Jupiter Probe 'Juno' Readies for August Launch (PHOTOS)
NASA is set to launch the "Juno" space probe that will travel to Jupiter, the largest planet in our solar system, to help scientists discover how the planets were formed.
United Launch Alliance, a commercial launch services firm owned by Boeing and Lockheed Martin, will launch Juno on Aug. 5 at 11:34 a.m. EDT. The space probe was fitted above an Atlas V rocket at Cape Canaveral Air Force Station’s Launch Complex 41 in Florida on Wednesday.
Earlier this month, the probe completed hydrazine fuel loading, oxidizer loading and final tank pressurizations. The Juno mission is part of the New Frontiers Program managed at NASA's Marshall Space Flight Center in Huntsville, Ala.
Once the probe is out in space, "It's a five-year cruise to Jupiter," said Project Manager Jan Chodas. When it reaches Jupiter, it will then orbit over Jupiter's poles at 160,000 mph (the fastest man-made object in history) and fly as close as 3,100 miles above the planet's atmosphere.
The solar-powered probe, which weighs about 8,000 pounds, then will deploy eight scientific instruments to determine how much water Jupiter holds, a key factor in finding out where the planet was formed.
According to Juno project scientists, "Possibly the single most important measurement Juno is going to make is going to be the global water content of Jupiter," because if the planet was formed roughly where it is positioned today, scientists expect Jupiter to hold nine times more water than the sun. But if the planet was formed farther out in the solar system where it's colder, the amount of water might be three times more than solar levels.
Figuring how and where Jupiter was formed will help scientists determine how other planets in our solar system ended up in the positions they are today.
However, Juno also has other major tasks to perform. For instance, the probe will map Jupiter's gravity as well as its magnetic force field (which will be analyzed by two redundant Flux Gate Magnetometer instruments) besides analyzing the composition, temperature and cloud motions of the planet's atmosphere. It will also capture images of Jupiter's ultraviolet aurora.
For long scientists have wondered about Jupiter, which together with dozens of moons and an enormous magnetic field, virtually forms a kind of mini solar system. Juno's mission will help scientists determine the core of the planet's surface and in the process how it came to be formed - according to competing theories, Jupiter either have formed out of a collapsing mass of gas and dust, much like a star, or it begun as a "dirty snowball" whose growing gravitational muscle pulled matter from its surroundings and helped it become the largest planet in our solar system.
Juno's space mission is exciting but a dangerous one too as its predecessor Galileo can testify.
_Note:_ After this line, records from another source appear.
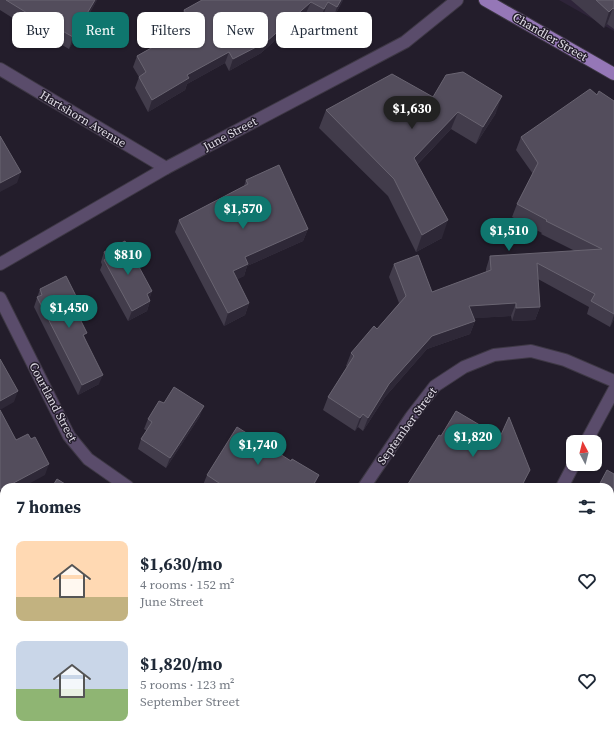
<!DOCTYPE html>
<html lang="en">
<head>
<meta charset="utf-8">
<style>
  :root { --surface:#fff; --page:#f6f6f7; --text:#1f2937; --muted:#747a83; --accent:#0f766e }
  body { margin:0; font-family:"Source Serif 4",serif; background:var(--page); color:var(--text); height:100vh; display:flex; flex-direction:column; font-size:15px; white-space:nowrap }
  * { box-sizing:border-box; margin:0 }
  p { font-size:13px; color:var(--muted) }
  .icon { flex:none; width:22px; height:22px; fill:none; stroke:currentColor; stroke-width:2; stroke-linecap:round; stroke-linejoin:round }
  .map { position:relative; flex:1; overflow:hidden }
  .details { position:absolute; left:0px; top:483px; width:614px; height:256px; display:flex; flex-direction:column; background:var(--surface); border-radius:12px 12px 0 0; box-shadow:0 1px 3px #0004 }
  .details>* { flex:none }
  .guide { position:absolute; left:12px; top:12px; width:400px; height:36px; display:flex; gap:8px }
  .needle { width:26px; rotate:353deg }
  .tools { position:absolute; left:566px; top:435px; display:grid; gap:8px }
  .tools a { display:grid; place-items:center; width:36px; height:36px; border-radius:8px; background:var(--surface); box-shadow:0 1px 3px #0004; font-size:20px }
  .price { position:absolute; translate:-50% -34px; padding:0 9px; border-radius:14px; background:var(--accent); color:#fff; font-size:13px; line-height:26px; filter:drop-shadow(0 1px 2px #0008) }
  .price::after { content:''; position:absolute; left:50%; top:24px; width:12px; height:9px; margin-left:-6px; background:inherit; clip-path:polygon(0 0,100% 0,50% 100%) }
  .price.current { background:#222; color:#fff }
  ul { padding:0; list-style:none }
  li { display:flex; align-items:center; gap:12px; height:100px; padding:0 16px }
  li span { display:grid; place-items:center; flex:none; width:112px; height:80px; border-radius:8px; color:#555 }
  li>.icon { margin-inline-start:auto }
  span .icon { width:48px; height:48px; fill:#fffc; stroke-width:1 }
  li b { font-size:17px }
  h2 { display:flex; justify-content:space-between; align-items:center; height:48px; padding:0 16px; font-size:17px }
  .tag { padding:0 14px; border-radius:8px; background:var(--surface); box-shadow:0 1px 3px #0004; font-size:14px; line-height:36px }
  .tag.current { background:var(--accent); color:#fff }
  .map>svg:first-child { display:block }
  .built { fill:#2e2439 }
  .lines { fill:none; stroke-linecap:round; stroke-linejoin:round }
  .minor-casing { stroke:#3e3845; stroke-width:14 }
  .major-casing { stroke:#3e3845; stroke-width:14 }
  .minor { stroke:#5a4c6b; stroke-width:12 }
  .major { stroke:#9577b7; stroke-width:12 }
  .wall { fill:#423c4b }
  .shaded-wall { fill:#2e2837 }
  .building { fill:#534d5c; stroke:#696471 }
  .labels { text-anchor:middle; stroke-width:3; stroke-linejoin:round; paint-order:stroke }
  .street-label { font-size:12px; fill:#e1dde7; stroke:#231d2b }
</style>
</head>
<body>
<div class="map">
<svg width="614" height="739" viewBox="0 0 614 739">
  <rect width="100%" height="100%" fill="#231d2b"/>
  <!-- built -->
  <polygon class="built" points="559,0 614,0 614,31"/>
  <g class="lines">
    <defs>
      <g id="minor">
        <polyline points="0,69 166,168"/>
        <polyline points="0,264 166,168 405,42 457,0"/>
        <polyline points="0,298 69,436 88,459 128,487"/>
        <polyline points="586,442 614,390"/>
        <polyline points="364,487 411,417 435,386 464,367 494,355 531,351 565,360 614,381"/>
        <polyline points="562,487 574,464"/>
        <polyline points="610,704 614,704"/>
        <polyline points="461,735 464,739"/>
      </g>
      <polyline id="major" points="485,0 614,74"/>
    </defs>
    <!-- minor casing -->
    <use href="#minor" class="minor-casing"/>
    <!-- major casing -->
    <use href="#major" class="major-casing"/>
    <!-- minor -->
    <use href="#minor" class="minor"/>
    <!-- major -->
    <use href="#major" class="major"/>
  </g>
  <!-- wall -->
  <g class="wall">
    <polygon points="0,0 97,0 69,49 55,41 51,47 33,37 35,32 0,10"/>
    <polygon points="343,0 333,19 324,13 320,21 306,13 261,53 229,71 225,63 187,84 185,90 148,112 135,88 139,77 133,67 137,56 184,29 180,21 184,10"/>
    <polygon points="571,0 614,0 614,29 607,24 604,28"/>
    <polygon points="597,95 614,101 614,319 610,327 587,314 589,307 538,279 540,307 535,320 512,321 511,316 474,318 475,321 470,334 427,349 385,397 363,431 358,427 355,431 323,410 328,397 347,367 346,366 351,353 377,329 399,303 389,277 394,264 432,292 486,272 486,269 490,256 575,251 541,234 542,233 512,217 517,204 533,174 516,150 521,137"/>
    <polygon points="433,97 496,113 476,144 451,129 417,165 442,238 416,252 388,196 319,128 326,110"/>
    <polygon points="246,180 308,229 303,241 247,266 244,276 237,279 249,303 245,315 224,326 175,232 179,220 244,186"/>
    <polygon points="104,252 152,291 149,299 150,301 147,311 128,321 100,270 102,265 101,262"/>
    <polygon points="40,289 76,296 73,304 85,338 99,384 78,395 34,307"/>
    <polygon points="164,403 200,416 166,468 138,449 141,439 147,431 144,429 148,419"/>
    <polygon points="291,461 315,485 314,487 206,487 203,485 207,475"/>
    <polygon points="614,474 614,593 610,591 610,487"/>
    <polygon points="4,633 4,683 0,680 0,638"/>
    <polygon points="4,692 4,706 0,703"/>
    <polygon points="6,735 98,735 104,739 11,739"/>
  </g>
  <!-- shaded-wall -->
  <g class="shaded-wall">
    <polygon points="95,0 97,0 69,49 73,37"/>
    <polygon points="341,0 343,0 333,19 337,7"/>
    <polygon points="311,2 306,13 261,53 229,71 233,59"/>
    <polygon points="328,2 324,13 320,21 324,9"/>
    <polygon points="613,8 607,24 604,28 609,12"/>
    <polygon points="59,29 55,41 51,47 55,36"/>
    <polygon points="229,52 225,63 187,84 185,90 148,112 152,100 187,75"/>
    <polygon points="502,96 496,113 476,144 483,127"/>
    <polygon points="458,112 451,129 407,175 414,158"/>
    <polygon points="21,172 17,183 0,192 0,183"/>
    <polygon points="448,220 442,238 416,252 422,235"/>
    <polygon points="308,229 303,241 247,266 244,276 229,284 233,271 245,257"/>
    <polygon points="152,291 149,301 147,294"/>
    <polygon points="76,296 72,306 70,299"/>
    <polygon points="150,301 147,311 128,321 132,311"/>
    <polygon points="249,303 245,315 224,326 228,313"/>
    <polygon points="516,303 511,316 464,319 469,306"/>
    <polygon points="540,307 535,320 512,321 516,308"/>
    <polygon points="614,315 614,319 610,327"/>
    <polygon points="475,321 470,334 427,349 385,397 363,431 368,418 389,384 432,336"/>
    <polygon points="103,375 99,384 78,395 82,385"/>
    <polygon points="18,391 14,402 0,410 0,401"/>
    <polygon points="204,406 200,416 166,468 170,458"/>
    <polygon points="363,414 358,427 355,431 360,418"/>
    <polygon points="49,464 45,475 23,487 6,487"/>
    <polygon points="530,470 526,479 523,487 521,487"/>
    <polygon points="319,475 314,487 312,487"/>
    <polygon points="4,488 4,497 0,499 0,490"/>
    <polygon points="186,735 190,735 187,739 183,739"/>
    <polygon points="377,735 378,735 377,739 374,739"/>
  </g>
  <!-- building -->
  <g class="building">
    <polygon points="6,0 95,0 73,37 59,29 55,36 37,26 40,21"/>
    <polygon points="202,0 341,0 337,7 328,2 324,9 311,2 266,42 233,59 229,52 187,75 189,78 152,100 139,77 146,72 137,56 192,25 184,10"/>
    <polygon points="596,0 614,0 614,9 613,8 609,12"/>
    <polygon points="463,72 502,96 483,127 458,112 414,158 448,220 422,235 394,179 326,110 392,74 433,97 446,75"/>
    <polygon points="590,89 597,95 599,91 614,101 614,314 591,301 595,294 537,263 540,307 516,308 516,303 469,306 475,321 432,336 389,384 368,418 363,414 360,418 328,397 354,356 351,353 374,326 377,329 406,296 394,264 418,255 432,292 491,270 490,256 602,249 546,221 547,220 517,204 538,163 521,137"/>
    <polygon points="0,136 21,172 0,183"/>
    <polygon points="279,165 308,229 245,257 248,264 233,271 249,303 228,313 179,220 248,184 246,180"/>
    <polygon points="125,241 152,291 147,294 150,301 132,311 104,260 107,258 104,252"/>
    <polygon points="66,276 76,296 70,299 87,333 83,335 103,375 82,385 37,297 42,295 40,289"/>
    <polygon points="0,359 18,391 0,401"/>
    <polygon points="174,387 204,406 170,458 141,439 152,422 148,419 159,401 164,403"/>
    <polygon points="0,410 16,440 28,434 31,439 35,437 49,464 6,487 4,487 4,488 0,490"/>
    <polygon points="456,411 500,437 509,417 530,470 521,487 406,487 439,435 441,436"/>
    <polygon points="237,427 291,461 292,459 319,475 312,487 225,487 207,475"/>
    <polygon points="607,470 614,474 614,581 610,579 610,487 598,487"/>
    <polygon points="57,479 70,487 52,487"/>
    <polygon points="4,633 4,668 0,665 0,638"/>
    <polygon points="610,731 614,732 614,739 541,739 541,737 552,738 553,735 610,735"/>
    <polygon points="26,735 98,735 104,739 32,739"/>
    <polygon points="147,735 186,735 183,739 144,739"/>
    <polygon points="344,735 377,735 374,739 341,739"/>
  </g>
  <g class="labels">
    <!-- street labels -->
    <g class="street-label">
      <text transform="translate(550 37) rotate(30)" y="4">Chandler Street</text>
      <text transform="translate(83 119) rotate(31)" y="4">Hartshorn Avenue</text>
      <text transform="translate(230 134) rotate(-28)" y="4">June Street</text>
      <text transform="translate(53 402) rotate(62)" y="4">Courtland Street</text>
      <text transform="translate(407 426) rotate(-54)" y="4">September Street</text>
    </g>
  </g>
</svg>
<div class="tools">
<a><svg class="needle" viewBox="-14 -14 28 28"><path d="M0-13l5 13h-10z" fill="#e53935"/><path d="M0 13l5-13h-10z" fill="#747a83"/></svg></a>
</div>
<b class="price current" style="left:412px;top:130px">$1,630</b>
<b class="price" style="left:243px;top:230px">$1,570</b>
<b class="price" style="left:509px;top:252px">$1,510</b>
<b class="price" style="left:128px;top:276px">$810</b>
<b class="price" style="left:69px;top:329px">$1,450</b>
<b class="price" style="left:473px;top:458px">$1,820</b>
<b class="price" style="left:258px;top:466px">$1,740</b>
<div class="guide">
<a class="tag">Buy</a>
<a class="tag current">Rent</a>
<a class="tag">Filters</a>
<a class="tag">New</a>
<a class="tag">Apartment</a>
</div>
<section class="details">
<h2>7 homes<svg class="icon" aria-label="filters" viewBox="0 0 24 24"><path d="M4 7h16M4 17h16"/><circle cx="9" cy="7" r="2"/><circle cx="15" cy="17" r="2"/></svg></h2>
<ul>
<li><span style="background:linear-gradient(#ffd9b3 70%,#c2b280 0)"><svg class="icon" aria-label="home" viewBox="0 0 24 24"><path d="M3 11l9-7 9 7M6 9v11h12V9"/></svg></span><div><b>$1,630/mo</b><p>4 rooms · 152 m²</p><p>June Street</p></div><svg class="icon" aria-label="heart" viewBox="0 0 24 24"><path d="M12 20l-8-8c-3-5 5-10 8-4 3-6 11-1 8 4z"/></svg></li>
<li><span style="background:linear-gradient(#c9d6e8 60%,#8fb573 0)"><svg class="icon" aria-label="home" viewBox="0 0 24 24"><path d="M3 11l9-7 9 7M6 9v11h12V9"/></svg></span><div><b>$1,820/mo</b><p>5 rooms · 123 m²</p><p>September Street</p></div><svg class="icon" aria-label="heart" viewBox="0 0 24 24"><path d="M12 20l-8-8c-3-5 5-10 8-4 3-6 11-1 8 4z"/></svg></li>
</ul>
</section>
</div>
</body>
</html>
Galileo descent module managed to get closer to Jupiter's surface than Juno will attempt but it lasted only 58 seconds before the planet's heat and pressure pulverized it.
Juno will be clothed with a stronger body - the probe will be layered with titatium - than Galileo but it is expected to survive not more than a year because of Jupiter's harsh radioactive environment.
At the end of its life span, Juno will make a suicidal plunge into Jupiter's atmosphere to avoid possible contamination of the planet's potentially life-bearing moons.